* **Stored data**:
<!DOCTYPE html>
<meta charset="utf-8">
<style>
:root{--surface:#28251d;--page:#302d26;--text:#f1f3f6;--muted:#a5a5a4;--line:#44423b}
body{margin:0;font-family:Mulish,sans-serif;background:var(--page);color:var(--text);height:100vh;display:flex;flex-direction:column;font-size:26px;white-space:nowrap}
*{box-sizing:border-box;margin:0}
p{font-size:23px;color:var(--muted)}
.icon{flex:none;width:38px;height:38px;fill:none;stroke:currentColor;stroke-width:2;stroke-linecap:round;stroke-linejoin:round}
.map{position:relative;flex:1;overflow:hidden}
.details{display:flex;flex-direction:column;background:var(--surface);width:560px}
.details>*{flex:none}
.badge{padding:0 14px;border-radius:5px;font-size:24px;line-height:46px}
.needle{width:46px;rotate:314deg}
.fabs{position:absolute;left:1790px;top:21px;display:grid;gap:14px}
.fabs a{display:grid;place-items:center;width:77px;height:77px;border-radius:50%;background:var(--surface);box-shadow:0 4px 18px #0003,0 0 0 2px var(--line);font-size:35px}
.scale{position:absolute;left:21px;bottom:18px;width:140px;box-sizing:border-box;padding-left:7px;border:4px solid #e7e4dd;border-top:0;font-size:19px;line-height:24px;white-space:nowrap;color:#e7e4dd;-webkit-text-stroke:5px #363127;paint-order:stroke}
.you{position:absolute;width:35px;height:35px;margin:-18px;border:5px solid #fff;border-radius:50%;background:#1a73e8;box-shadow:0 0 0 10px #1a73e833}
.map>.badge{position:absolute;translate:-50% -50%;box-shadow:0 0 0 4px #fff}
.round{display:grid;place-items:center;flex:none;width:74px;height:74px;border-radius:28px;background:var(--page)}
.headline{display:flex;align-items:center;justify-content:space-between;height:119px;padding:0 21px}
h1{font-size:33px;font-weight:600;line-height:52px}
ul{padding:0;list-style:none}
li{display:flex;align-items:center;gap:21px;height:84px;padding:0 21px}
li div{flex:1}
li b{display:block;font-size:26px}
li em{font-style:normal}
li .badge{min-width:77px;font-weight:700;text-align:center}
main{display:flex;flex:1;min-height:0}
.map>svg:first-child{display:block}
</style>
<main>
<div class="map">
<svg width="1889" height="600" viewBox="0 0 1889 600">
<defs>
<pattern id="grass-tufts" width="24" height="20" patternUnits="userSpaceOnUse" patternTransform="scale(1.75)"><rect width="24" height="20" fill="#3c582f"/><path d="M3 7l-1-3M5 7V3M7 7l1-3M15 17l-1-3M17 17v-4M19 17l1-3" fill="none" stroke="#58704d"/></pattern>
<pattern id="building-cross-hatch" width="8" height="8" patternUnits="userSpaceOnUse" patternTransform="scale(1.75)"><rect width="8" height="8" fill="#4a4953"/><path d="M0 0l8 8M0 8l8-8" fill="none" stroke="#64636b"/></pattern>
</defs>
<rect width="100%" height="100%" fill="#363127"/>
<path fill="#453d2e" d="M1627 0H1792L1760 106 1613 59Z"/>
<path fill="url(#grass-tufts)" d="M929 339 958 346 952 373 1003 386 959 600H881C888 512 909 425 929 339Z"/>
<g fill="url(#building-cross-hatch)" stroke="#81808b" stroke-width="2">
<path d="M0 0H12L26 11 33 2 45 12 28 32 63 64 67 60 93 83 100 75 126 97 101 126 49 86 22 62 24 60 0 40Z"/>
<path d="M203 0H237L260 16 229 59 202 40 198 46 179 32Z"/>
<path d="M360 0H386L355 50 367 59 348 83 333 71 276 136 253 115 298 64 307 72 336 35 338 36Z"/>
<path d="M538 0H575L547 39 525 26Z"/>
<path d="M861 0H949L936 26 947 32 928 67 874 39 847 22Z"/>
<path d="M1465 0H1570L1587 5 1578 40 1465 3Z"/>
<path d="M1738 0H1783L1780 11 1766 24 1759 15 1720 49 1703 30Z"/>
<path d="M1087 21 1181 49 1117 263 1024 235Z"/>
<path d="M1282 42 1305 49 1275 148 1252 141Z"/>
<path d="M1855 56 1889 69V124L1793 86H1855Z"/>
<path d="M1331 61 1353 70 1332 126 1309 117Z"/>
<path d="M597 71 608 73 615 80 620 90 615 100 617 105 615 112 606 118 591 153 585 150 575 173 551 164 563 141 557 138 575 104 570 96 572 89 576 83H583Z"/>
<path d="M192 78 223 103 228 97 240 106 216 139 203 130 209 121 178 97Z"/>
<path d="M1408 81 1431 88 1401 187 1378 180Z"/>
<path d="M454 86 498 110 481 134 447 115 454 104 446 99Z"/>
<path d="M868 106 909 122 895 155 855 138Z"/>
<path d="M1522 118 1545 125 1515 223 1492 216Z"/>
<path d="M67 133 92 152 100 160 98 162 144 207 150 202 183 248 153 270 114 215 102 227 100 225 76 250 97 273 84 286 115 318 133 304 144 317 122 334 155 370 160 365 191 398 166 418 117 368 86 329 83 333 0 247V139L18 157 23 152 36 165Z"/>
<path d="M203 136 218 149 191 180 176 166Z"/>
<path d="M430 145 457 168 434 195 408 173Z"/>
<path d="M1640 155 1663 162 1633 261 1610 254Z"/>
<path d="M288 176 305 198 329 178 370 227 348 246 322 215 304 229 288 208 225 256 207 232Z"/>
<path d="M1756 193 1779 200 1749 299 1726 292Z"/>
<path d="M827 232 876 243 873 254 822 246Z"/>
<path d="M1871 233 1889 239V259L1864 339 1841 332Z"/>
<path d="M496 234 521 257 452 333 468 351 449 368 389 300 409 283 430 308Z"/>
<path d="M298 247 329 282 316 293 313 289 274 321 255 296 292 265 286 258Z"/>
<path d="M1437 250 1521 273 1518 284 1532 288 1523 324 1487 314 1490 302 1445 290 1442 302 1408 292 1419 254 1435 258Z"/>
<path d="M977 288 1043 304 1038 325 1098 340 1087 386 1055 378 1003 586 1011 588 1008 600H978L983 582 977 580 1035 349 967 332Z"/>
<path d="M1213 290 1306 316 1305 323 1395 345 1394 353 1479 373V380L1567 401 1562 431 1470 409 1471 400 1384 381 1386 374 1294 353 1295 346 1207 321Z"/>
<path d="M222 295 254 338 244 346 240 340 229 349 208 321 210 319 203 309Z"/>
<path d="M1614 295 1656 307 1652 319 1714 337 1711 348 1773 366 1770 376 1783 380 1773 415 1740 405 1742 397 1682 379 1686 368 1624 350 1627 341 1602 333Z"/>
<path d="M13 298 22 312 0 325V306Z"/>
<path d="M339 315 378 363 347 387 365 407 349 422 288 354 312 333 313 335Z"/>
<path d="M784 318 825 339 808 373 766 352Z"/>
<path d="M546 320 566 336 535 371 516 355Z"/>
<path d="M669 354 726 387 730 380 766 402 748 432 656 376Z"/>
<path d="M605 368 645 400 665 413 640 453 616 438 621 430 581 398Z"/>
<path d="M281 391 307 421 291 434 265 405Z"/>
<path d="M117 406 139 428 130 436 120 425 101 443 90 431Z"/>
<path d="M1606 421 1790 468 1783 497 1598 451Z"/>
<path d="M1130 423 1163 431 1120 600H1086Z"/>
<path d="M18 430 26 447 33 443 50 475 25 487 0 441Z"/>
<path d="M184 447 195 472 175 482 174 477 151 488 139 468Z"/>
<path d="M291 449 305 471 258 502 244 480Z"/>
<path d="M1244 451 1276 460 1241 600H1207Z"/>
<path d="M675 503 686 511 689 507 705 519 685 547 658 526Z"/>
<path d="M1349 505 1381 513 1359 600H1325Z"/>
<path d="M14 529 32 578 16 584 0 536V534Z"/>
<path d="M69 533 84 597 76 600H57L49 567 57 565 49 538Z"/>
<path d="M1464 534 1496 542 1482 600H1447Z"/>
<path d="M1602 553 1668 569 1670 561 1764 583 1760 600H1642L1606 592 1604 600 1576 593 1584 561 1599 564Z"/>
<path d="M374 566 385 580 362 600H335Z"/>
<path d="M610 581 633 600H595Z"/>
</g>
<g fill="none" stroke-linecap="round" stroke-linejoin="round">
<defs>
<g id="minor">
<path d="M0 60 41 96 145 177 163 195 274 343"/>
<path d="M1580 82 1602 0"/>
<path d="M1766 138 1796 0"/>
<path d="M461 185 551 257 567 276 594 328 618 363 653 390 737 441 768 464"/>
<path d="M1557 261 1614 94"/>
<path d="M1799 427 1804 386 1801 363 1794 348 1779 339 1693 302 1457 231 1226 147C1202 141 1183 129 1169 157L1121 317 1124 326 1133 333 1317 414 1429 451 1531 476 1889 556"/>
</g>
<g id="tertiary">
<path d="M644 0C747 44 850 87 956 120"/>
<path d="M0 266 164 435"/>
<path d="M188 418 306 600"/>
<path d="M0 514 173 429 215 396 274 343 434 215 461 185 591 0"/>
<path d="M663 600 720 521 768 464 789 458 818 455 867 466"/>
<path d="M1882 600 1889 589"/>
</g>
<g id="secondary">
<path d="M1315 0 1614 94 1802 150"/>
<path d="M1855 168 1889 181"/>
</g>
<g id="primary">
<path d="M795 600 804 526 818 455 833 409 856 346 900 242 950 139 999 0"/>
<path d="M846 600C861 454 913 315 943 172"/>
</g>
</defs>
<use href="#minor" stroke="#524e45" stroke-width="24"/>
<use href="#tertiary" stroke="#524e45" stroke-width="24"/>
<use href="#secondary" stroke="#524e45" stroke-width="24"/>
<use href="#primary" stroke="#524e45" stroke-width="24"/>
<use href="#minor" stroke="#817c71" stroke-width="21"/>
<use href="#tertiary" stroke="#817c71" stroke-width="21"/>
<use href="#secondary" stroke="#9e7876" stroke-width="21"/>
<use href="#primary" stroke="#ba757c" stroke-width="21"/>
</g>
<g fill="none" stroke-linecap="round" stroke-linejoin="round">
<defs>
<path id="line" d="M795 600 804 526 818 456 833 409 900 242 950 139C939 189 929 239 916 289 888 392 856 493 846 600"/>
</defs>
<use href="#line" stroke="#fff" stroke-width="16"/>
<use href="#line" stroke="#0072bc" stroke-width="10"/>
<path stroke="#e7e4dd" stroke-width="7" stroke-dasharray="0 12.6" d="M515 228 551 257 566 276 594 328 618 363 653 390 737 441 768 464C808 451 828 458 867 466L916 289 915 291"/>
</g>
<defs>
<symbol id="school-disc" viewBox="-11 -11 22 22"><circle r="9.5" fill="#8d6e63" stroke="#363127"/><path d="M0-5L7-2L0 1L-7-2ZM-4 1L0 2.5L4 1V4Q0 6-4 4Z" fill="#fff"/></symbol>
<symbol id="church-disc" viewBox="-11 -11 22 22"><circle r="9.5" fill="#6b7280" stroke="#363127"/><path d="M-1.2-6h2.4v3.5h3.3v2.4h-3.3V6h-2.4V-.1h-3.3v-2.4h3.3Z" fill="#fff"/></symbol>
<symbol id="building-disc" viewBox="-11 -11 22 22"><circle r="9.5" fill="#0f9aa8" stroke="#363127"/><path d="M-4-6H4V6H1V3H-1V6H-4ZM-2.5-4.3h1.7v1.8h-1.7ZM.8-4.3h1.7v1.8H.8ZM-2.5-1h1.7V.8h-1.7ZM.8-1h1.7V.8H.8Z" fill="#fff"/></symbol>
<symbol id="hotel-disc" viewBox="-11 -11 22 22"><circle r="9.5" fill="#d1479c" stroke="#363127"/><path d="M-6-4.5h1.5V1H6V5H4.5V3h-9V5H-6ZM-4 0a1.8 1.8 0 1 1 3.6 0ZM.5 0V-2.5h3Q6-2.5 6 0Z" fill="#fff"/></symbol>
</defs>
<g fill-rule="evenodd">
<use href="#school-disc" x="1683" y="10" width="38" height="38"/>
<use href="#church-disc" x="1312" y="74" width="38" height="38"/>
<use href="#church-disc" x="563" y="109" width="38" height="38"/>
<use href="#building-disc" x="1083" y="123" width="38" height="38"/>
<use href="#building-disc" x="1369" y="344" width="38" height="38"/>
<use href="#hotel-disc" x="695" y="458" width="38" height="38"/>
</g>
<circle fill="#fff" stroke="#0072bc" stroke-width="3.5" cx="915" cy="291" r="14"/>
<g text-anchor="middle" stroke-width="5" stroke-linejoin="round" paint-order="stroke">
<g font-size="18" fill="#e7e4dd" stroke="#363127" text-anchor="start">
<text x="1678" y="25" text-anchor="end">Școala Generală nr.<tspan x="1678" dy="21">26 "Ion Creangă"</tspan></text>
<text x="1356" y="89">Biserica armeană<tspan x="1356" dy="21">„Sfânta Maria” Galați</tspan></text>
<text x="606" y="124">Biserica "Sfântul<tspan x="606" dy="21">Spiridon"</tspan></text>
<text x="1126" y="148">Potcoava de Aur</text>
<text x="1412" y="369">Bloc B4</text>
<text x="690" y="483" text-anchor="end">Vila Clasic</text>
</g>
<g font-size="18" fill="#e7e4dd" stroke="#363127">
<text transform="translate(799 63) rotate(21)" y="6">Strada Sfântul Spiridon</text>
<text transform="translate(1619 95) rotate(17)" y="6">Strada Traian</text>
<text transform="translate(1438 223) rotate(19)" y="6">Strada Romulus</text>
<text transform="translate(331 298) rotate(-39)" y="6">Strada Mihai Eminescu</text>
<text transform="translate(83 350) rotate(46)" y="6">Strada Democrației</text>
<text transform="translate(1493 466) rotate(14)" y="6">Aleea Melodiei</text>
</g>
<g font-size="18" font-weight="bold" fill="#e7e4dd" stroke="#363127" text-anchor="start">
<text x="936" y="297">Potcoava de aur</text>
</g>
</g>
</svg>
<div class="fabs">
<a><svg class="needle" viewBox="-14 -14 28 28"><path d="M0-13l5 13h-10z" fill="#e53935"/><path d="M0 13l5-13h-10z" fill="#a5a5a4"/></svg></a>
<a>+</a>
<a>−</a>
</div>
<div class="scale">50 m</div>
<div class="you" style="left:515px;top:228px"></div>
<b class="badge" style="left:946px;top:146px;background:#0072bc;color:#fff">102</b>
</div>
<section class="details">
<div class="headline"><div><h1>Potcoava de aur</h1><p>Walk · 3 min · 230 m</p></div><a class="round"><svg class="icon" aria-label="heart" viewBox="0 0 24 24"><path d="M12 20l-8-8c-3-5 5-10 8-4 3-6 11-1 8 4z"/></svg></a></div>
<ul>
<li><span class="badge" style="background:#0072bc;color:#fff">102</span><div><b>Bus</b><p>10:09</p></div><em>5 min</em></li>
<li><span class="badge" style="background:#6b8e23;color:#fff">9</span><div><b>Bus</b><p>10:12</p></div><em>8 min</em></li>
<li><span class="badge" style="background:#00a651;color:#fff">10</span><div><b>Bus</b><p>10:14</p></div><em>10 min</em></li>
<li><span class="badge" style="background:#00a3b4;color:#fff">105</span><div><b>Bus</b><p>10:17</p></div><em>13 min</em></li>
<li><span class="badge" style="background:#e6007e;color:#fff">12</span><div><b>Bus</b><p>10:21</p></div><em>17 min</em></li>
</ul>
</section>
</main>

...

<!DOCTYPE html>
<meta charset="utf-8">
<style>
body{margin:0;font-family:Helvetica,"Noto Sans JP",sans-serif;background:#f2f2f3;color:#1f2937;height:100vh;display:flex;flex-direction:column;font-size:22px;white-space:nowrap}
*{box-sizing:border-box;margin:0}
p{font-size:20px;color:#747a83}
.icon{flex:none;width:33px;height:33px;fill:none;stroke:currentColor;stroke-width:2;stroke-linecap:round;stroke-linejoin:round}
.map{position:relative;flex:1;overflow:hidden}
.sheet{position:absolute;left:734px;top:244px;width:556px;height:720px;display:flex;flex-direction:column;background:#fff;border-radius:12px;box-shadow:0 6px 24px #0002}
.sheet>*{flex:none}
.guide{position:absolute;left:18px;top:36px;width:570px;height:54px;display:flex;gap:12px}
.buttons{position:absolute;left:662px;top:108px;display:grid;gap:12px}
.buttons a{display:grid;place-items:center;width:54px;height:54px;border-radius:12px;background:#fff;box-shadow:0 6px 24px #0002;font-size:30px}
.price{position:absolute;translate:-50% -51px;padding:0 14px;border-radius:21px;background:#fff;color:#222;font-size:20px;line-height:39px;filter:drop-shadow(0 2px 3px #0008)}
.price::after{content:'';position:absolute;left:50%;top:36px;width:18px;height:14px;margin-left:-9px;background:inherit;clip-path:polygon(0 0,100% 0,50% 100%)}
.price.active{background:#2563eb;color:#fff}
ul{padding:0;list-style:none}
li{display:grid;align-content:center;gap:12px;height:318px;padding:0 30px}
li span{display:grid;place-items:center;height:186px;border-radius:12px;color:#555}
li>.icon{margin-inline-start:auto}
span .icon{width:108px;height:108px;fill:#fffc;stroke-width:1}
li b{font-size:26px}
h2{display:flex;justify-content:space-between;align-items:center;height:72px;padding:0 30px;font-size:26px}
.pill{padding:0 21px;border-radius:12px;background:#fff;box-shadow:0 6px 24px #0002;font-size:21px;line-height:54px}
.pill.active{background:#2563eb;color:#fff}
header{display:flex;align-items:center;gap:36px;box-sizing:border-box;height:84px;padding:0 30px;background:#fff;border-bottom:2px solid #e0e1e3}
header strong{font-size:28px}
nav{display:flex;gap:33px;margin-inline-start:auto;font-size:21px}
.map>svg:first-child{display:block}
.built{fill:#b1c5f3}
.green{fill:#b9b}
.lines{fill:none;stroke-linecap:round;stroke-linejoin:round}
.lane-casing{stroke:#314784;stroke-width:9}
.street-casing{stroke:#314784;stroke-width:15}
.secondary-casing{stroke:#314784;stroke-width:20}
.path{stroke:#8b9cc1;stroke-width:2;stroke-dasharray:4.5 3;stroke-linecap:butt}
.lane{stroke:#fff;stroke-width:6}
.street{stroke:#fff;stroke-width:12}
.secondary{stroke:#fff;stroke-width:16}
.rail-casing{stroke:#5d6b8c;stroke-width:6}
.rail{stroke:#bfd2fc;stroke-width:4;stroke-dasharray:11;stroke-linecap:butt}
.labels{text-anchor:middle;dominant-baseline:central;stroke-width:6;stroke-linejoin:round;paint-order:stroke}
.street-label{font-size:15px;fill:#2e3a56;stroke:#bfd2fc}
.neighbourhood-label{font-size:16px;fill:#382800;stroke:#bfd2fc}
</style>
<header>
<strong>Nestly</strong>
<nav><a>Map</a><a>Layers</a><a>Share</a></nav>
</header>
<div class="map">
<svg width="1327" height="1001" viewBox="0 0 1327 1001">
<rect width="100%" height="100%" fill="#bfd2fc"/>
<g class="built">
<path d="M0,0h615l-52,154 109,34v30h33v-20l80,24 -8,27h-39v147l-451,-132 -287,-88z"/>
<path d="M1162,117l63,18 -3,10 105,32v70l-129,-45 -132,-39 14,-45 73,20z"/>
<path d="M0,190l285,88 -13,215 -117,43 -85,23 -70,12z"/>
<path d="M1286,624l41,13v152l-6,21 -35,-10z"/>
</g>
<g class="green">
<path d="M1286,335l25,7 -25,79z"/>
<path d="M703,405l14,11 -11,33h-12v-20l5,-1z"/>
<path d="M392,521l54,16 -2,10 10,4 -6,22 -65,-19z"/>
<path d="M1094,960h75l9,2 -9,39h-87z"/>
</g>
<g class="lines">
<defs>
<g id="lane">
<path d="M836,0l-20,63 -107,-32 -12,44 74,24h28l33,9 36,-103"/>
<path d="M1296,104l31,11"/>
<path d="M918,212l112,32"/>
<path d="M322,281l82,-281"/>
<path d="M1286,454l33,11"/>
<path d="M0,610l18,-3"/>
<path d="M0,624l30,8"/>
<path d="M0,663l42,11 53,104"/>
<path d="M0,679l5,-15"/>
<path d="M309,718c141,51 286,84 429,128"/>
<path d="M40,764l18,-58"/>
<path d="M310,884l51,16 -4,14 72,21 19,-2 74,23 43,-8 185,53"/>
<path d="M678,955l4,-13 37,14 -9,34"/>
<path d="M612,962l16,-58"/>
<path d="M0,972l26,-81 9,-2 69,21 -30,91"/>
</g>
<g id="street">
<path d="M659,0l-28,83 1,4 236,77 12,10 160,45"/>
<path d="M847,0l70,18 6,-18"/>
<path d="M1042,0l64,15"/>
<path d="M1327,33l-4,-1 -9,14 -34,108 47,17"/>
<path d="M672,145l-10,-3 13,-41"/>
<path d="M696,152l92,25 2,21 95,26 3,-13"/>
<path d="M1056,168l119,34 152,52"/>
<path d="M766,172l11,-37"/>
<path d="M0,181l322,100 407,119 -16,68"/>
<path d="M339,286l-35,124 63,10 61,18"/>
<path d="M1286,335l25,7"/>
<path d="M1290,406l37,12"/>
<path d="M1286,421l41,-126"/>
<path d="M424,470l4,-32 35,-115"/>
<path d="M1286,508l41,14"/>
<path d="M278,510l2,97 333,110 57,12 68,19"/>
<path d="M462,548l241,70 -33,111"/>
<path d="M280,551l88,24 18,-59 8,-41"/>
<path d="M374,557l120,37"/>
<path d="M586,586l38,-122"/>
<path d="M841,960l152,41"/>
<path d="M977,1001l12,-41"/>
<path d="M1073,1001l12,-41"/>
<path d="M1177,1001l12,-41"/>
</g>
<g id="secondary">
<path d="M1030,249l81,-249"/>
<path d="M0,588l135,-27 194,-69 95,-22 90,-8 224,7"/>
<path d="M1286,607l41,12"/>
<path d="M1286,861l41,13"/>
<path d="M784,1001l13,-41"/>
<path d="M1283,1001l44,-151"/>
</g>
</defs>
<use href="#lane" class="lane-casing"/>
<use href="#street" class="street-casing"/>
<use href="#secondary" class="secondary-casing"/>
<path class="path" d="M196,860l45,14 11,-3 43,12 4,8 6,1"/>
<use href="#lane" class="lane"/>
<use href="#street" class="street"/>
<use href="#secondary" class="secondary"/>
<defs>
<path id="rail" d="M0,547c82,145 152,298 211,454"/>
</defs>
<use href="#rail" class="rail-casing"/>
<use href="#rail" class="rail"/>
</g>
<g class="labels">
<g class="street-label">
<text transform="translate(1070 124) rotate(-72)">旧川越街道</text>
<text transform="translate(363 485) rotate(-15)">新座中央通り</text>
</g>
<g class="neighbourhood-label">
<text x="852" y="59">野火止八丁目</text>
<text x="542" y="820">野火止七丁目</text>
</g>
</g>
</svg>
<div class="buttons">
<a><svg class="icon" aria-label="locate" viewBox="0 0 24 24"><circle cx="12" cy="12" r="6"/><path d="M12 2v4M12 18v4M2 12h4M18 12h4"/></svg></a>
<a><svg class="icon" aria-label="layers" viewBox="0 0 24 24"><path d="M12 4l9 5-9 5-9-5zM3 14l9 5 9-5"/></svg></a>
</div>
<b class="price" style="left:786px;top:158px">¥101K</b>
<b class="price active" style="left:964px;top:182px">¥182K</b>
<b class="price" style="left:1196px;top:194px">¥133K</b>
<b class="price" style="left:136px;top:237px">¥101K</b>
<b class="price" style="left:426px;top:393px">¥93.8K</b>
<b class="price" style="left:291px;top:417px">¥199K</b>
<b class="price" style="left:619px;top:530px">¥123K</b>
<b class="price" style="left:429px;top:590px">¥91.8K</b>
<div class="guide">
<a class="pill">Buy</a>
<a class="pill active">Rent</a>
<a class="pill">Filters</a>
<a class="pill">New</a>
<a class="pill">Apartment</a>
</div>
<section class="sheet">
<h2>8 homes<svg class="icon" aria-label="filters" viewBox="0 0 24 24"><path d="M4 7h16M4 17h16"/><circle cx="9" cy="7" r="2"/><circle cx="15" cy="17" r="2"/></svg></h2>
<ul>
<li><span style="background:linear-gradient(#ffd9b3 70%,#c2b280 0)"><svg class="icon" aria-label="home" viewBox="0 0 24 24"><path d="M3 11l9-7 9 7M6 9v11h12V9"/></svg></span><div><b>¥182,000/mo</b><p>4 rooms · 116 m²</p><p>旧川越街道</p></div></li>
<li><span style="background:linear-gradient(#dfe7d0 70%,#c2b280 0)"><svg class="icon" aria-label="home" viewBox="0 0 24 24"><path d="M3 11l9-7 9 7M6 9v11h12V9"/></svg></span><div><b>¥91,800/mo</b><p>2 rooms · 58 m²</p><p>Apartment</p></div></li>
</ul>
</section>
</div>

* **TRY IT**: When a line of the data holds the string "fabs", pick it out and copy it.

* **FINAL ANSWER**:
.fabs{position:absolute;left:1790px;top:21px;display:grid;gap:14px}
.fabs a{display:grid;place-items:center;width:77px;height:77px;border-radius:50%;background:var(--surface);box-shadow:0 4px 18px #0003,0 0 0 2px var(--line);font-size:35px}
<div class="fabs">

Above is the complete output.